→ **Provided information**
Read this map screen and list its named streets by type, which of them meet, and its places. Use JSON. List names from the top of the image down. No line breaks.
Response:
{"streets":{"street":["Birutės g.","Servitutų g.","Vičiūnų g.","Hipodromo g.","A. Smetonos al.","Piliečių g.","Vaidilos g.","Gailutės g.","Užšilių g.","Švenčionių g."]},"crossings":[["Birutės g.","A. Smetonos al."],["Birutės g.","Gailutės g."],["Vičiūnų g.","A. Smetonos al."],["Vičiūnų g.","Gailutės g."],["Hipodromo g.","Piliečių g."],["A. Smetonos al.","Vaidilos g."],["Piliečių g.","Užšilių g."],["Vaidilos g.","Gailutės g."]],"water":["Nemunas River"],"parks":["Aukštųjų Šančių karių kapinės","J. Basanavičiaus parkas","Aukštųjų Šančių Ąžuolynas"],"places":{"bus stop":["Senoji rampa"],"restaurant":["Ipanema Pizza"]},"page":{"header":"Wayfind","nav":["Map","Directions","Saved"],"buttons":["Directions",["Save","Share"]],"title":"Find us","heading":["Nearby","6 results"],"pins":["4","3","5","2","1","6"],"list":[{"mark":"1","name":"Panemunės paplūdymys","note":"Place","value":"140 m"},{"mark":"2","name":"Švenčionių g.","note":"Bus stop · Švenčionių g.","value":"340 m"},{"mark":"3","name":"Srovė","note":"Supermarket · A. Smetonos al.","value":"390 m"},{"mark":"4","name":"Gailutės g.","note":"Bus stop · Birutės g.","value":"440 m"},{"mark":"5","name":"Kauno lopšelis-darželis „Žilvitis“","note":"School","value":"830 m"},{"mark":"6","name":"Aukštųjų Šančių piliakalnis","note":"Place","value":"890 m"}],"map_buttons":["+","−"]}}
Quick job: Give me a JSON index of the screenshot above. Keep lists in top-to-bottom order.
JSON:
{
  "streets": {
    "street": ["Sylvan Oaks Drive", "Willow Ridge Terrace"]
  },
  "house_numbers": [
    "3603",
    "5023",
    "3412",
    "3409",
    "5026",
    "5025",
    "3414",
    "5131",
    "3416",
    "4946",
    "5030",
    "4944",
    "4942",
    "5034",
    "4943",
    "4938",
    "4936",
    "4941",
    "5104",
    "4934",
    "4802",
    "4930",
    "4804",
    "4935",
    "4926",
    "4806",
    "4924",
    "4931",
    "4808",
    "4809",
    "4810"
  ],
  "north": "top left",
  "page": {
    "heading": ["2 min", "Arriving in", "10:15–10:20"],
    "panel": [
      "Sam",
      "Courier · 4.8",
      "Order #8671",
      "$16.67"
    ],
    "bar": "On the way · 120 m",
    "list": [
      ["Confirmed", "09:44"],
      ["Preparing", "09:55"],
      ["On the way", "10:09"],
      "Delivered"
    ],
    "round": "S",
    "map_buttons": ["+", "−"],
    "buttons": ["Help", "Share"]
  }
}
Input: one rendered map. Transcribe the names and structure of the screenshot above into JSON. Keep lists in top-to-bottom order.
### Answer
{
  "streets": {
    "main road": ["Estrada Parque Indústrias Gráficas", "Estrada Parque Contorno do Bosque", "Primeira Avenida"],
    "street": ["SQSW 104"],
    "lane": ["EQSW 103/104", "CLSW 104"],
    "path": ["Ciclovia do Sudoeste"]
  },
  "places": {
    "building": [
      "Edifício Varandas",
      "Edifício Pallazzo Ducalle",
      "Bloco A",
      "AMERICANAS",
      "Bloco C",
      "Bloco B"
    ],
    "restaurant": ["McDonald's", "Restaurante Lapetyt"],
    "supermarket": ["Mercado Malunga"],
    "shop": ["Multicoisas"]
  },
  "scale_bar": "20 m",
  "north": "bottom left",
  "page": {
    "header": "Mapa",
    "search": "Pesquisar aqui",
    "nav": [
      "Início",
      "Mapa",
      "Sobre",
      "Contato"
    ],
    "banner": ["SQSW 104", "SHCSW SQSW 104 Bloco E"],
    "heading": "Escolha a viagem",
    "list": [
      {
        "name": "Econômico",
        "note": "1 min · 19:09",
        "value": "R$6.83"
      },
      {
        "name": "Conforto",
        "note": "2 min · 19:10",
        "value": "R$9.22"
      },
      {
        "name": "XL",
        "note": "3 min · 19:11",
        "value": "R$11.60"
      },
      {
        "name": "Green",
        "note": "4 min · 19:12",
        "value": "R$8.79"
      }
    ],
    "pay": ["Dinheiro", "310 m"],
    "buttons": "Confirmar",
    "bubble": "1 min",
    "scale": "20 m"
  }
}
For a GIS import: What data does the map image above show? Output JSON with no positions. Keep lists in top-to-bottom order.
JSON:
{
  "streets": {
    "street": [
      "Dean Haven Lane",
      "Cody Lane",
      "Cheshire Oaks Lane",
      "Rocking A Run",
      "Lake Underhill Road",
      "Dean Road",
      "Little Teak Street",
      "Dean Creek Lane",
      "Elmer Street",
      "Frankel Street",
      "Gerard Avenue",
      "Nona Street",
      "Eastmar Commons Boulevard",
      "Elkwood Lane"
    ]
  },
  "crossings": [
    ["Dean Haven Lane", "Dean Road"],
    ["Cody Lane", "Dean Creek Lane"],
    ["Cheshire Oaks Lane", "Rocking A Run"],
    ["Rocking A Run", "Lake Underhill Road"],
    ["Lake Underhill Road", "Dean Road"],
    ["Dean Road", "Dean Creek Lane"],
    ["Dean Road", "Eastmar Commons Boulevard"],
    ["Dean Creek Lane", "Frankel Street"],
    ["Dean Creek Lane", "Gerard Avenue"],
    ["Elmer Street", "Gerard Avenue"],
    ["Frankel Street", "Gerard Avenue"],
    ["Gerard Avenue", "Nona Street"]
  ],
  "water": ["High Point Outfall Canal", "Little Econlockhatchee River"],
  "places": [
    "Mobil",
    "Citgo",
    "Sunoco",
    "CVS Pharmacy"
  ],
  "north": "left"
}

→ **Your objective**
Every record above belongs in the answer, reproduced exactly.

→ **Exercise result**
Read this map screen and list its named streets by type, which of them meet, and its places. Use JSON. List names from the top of the image down. No line breaks.
Response:
{"streets":{"street":["Birutės g.","Servitutų g.","Vičiūnų g.","Hipodromo g.","A. Smetonos al.","Piliečių g.","Vaidilos g.","Gailutės g.","Užšilių g.","Švenčionių g."]},"crossings":[["Birutės g.","A. Smetonos al."],["Birutės g.","Gailutės g."],["Vičiūnų g.","A. Smetonos al."],["Vičiūnų g.","Gailutės g."],["Hipodromo g.","Piliečių g."],["A. Smetonos al.","Vaidilos g."],["Piliečių g.","Užšilių g."],["Vaidilos g.","Gailutės g."]],"water":["Nemunas River"],"parks":["Aukštųjų Šančių karių kapinės","J. Basanavičiaus parkas","Aukštųjų Šančių Ąžuolynas"],"places":{"bus stop":["Senoji rampa"],"restaurant":["Ipanema Pizza"]},"page":{"header":"Wayfind","nav":["Map","Directions","Saved"],"buttons":["Directions",["Save","Share"]],"title":"Find us","heading":["Nearby","6 results"],"pins":["4","3","5","2","1","6"],"list":[{"mark":"1","name":"Panemunės paplūdymys","note":"Place","value":"140 m"},{"mark":"2","name":"Švenčionių g.","note":"Bus stop · Švenčionių g.","value":"340 m"},{"mark":"3","name":"Srovė","note":"Supermarket · A. Smetonos al.","value":"390 m"},{"mark":"4","name":"Gailutės g.","note":"Bus stop · Birutės g.","value":"440 m"},{"mark":"5","name":"Kauno lopšelis-darželis „Žilvitis“","note":"School","value":"830 m"},{"mark":"6","name":"Aukštųjų Šančių piliakalnis","note":"Place","value":"890 m"}],"map_buttons":["+","−"]}}
Quick job: Give me a JSON index of the screenshot above. Keep lists in top-to-bottom order.
JSON:
{
  "streets": {
    "street": ["Sylvan Oaks Drive", "Willow Ridge Terrace"]
  },
  "house_numbers": [
    "3603",
    "5023",
    "3412",
    "3409",
    "5026",
    "5025",
    "3414",
    "5131",
    "3416",
    "4946",
    "5030",
    "4944",
    "4942",
    "5034",
    "4943",
    "4938",
    "4936",
    "4941",
    "5104",
    "4934",
    "4802",
    "4930",
    "4804",
    "4935",
    "4926",
    "4806",
    "4924",
    "4931",
    "4808",
    "4809",
    "4810"
  ],
  "north": "top left",
  "page": {
    "heading": ["2 min", "Arriving in", "10:15–10:20"],
    "panel": [
      "Sam",
      "Courier · 4.8",
      "Order #8671",
      "$16.67"
    ],
    "bar": "On the way · 120 m",
    "list": [
      ["Confirmed", "09:44"],
      ["Preparing", "09:55"],
      ["On the way", "10:09"],
      "Delivered"
    ],
    "round": "S",
    "map_buttons": ["+", "−"],
    "buttons": ["Help", "Share"]
  }
}
Input: one rendered map. Transcribe the names and structure of the screenshot above into JSON. Keep lists in top-to-bottom order.
### Answer
{
  "streets": {
    "main road": ["Estrada Parque Indústrias Gráficas", "Estrada Parque Contorno do Bosque", "Primeira Avenida"],
    "street": ["SQSW 104"],
    "lane": ["EQSW 103/104", "CLSW 104"],
    "path": ["Ciclovia do Sudoeste"]
  },
  "places": {
    "building": [
      "Edifício Varandas",
      "Edifício Pallazzo Ducalle",
      "Bloco A",
      "AMERICANAS",
      "Bloco C",
      "Bloco B"
    ],
    "restaurant": ["McDonald's", "Restaurante Lapetyt"],
    "supermarket": ["Mercado Malunga"],
    "shop": ["Multicoisas"]
  },
  "scale_bar": "20 m",
  "north": "bottom left",
  "page": {
    "header": "Mapa",
    "search": "Pesquisar aqui",
    "nav": [
      "Início",
      "Mapa",
      "Sobre",
      "Contato"
    ],
    "banner": ["SQSW 104", "SHCSW SQSW 104 Bloco E"],
    "heading": "Escolha a viagem",
    "list": [
      {
        "name": "Econômico",
        "note": "1 min · 19:09",
        "value": "R$6.83"
      },
      {
        "name": "Conforto",
        "note": "2 min · 19:10",
        "value": "R$9.22"
      },
      {
        "name": "XL",
        "note": "3 min · 19:11",
        "value": "R$11.60"
      },
      {
        "name": "Green",
        "note": "4 min · 19:12",
        "value": "R$8.79"
      }
    ],
    "pay": ["Dinheiro", "310 m"],
    "buttons": "Confirmar",
    "bubble": "1 min",
    "scale": "20 m"
  }
}
For a GIS import: What data does the map image above show? Output JSON with no positions. Keep lists in top-to-bottom order.
JSON:
{
  "streets": {
    "street": [
      "Dean Haven Lane",
      "Cody Lane",
      "Cheshire Oaks Lane",
      "Rocking A Run",
      "Lake Underhill Road",
      "Dean Road",
      "Little Teak Street",
      "Dean Creek Lane",
      "Elmer Street",
      "Frankel Street",
      "Gerard Avenue",
      "Nona Street",
      "Eastmar Commons Boulevard",
      "Elkwood Lane"
    ]
  },
  "crossings": [
    ["Dean Haven Lane", "Dean Road"],
    ["Cody Lane", "Dean Creek Lane"],
    ["Cheshire Oaks Lane", "Rocking A Run"],
    ["Rocking A Run", "Lake Underhill Road"],
    ["Lake Underhill Road", "Dean Road"],
    ["Dean Road", "Dean Creek Lane"],
    ["Dean Road", "Eastmar Commons Boulevard"],
    ["Dean Creek Lane", "Frankel Street"],
    ["Dean Creek Lane", "Gerard Avenue"],
    ["Elmer Street", "Gerard Avenue"],
    ["Frankel Street", "Gerard Avenue"],
    ["Gerard Avenue", "Nona Street"]
  ],
  "water": ["High Point Outfall Canal", "Little Econlockhatchee River"],
  "places": [
    "Mobil",
    "Citgo",
    "Sunoco",
    "CVS Pharmacy"
  ],
  "north": "left"
}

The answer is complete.